[[ SUPPLIED ENTRIES, beginning ]]

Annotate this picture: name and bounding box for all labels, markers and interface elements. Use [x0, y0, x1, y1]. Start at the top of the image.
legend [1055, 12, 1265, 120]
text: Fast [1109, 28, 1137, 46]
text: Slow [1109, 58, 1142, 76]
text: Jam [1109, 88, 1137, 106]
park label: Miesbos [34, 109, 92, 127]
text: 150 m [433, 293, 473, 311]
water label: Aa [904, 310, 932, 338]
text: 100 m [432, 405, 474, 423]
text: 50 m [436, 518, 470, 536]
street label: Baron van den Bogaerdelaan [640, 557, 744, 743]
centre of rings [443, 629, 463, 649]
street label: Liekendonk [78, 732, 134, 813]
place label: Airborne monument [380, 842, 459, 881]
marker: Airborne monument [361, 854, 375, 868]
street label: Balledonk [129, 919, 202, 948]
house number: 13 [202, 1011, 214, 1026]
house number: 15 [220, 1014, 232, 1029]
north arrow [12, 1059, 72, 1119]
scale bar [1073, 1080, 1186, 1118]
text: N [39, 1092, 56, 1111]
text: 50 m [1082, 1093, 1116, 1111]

[[ SUPPLIED ENTRIES, end ]]
[[ SUPPLIED ENTRIES, beginning ]]

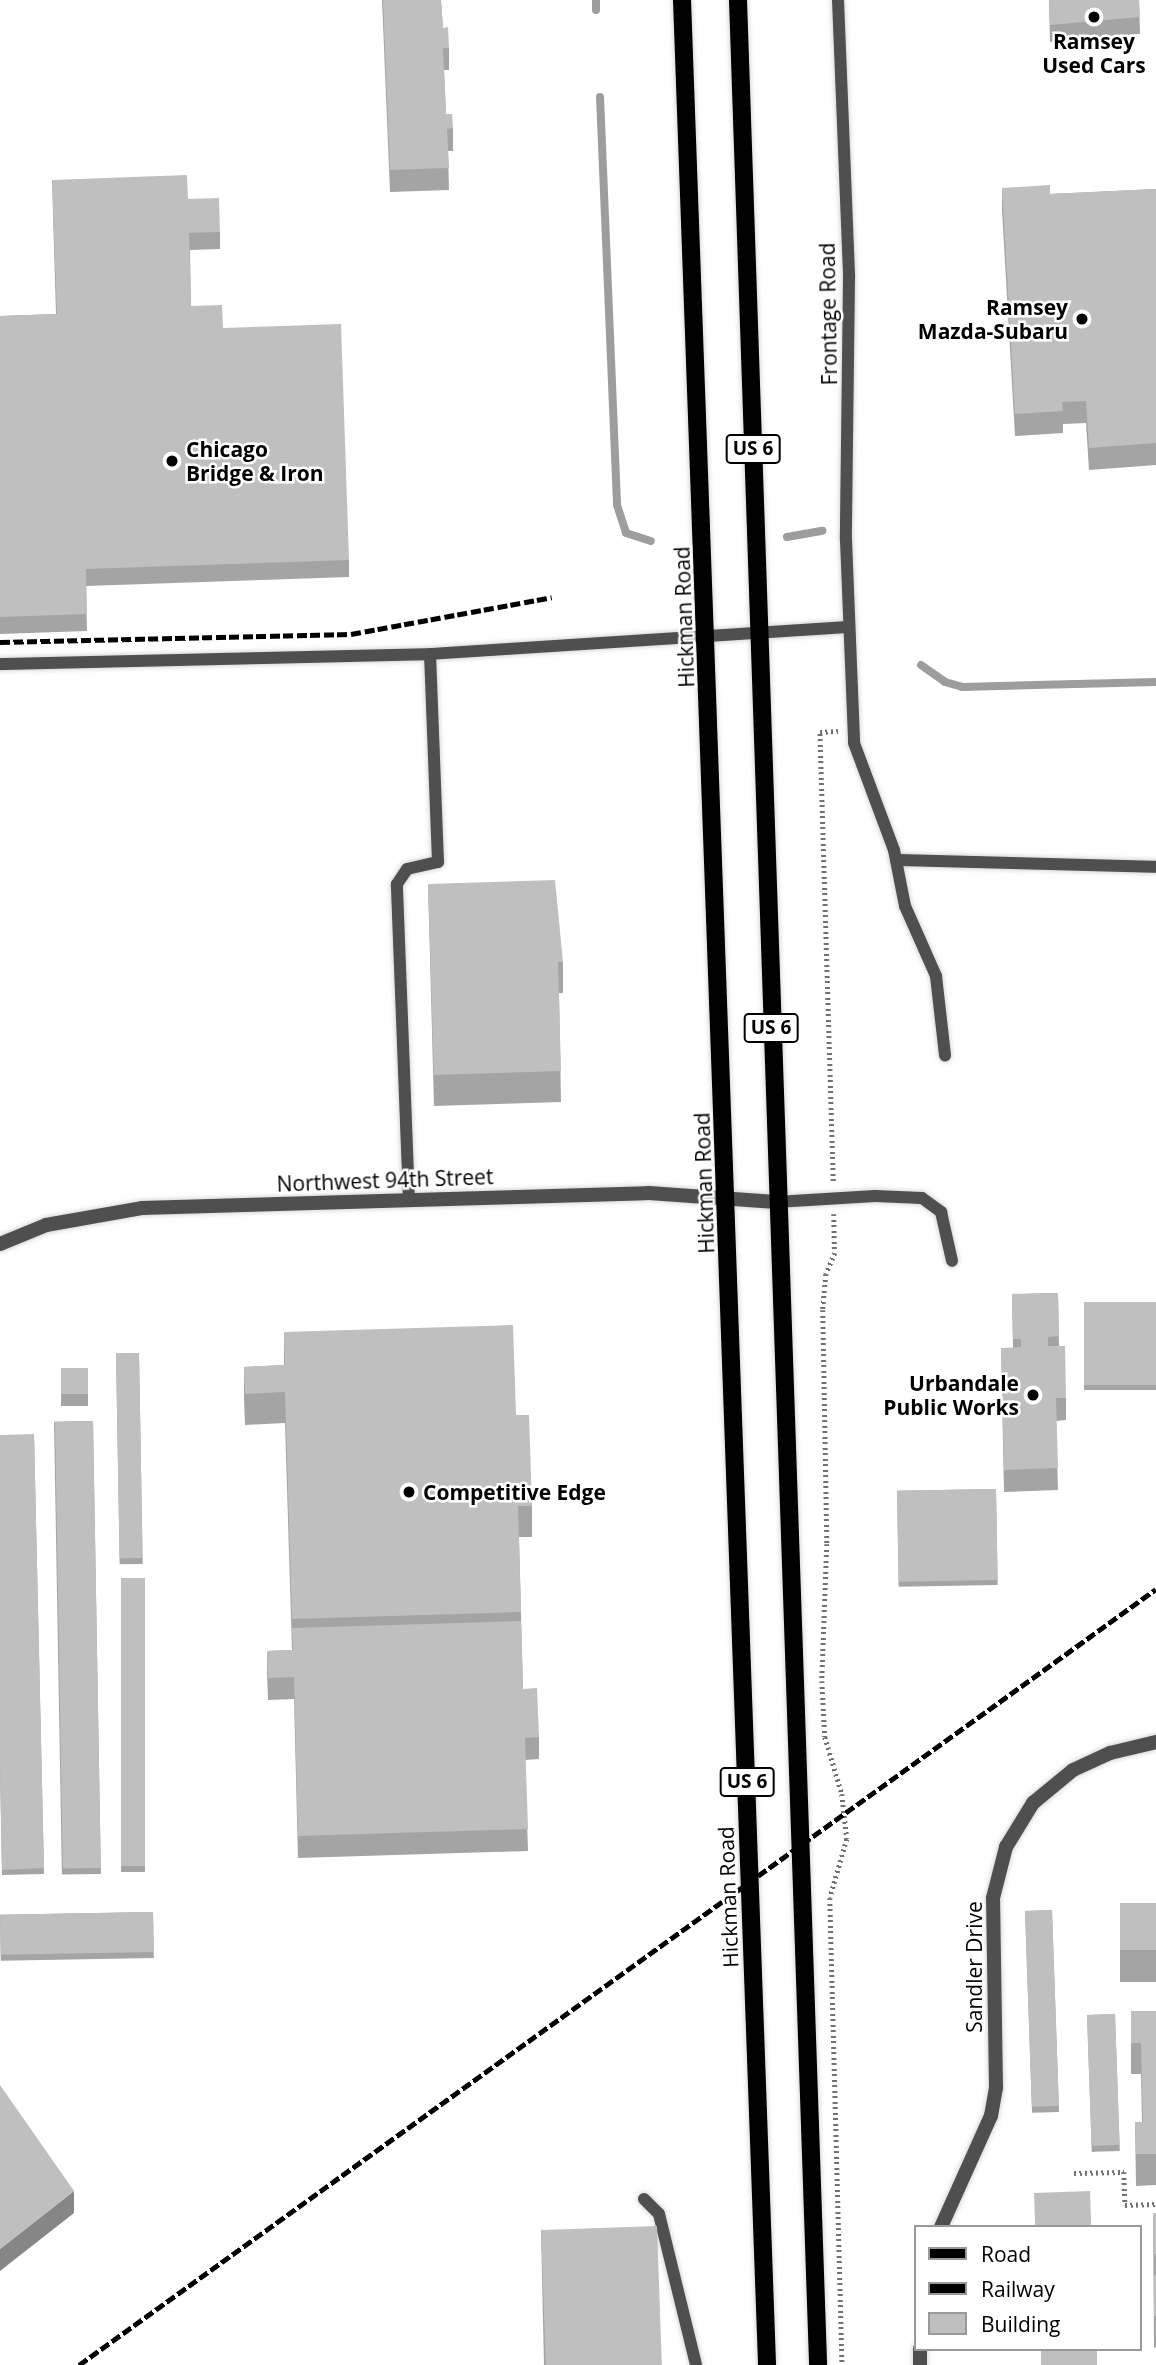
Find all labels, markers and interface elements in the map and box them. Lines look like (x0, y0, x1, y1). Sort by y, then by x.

[[ SUPPLIED ENTRIES, end ]]
[[ SUPPLIED ENTRIES, beginning ]]

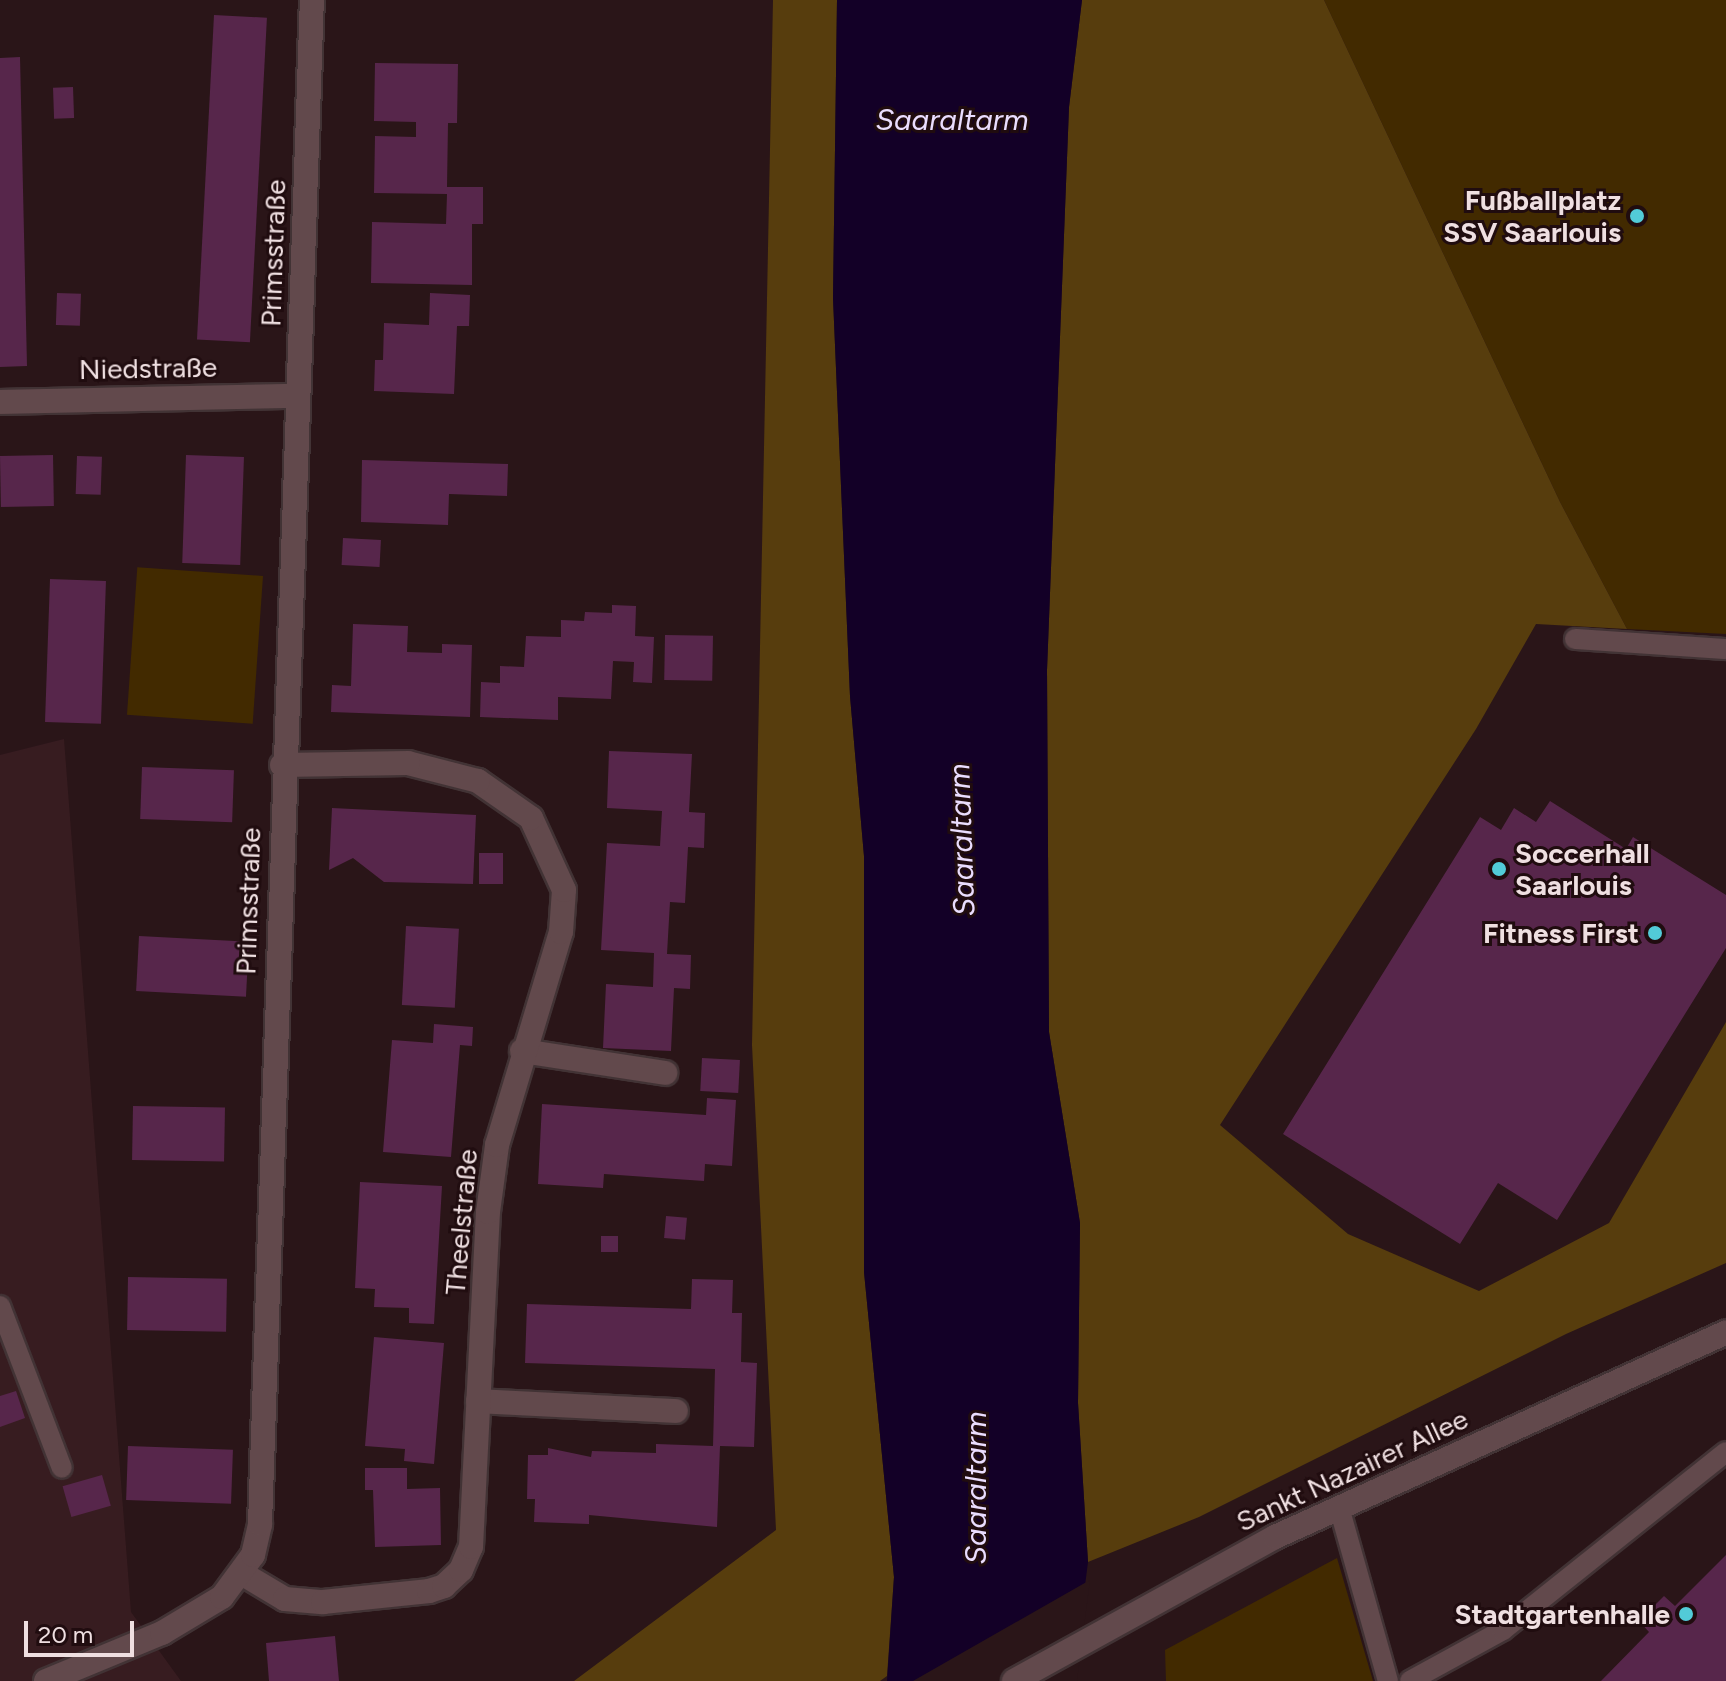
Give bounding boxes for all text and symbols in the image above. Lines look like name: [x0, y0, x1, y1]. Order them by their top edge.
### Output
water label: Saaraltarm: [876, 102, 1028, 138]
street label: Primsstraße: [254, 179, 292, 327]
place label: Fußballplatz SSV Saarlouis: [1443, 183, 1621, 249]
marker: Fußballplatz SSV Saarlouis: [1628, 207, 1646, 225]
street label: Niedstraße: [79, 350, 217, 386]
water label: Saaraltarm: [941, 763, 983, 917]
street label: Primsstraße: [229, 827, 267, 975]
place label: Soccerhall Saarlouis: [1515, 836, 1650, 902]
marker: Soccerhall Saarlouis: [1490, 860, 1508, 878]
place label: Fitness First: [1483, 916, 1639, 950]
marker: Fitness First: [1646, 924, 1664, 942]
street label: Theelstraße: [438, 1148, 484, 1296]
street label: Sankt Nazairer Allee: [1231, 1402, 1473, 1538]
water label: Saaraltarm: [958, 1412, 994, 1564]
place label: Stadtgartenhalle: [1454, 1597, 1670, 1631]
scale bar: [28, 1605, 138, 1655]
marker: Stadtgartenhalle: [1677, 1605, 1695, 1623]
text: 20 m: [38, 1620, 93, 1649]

[[ SUPPLIED ENTRIES, end ]]

EXERCISE AIM. Using the entries above, return each line in which the word "like" occurs.

ANSWER SECTION.
Find all labels, markers and interface elements in the map and box them. Lines look like (x0, y0, x1, y1). Sort by y, then by x.
Give bounding boxes for all text and symbols in the image above. Lines look like name: [x0, y0, x1, y1]. Order them by their top edge.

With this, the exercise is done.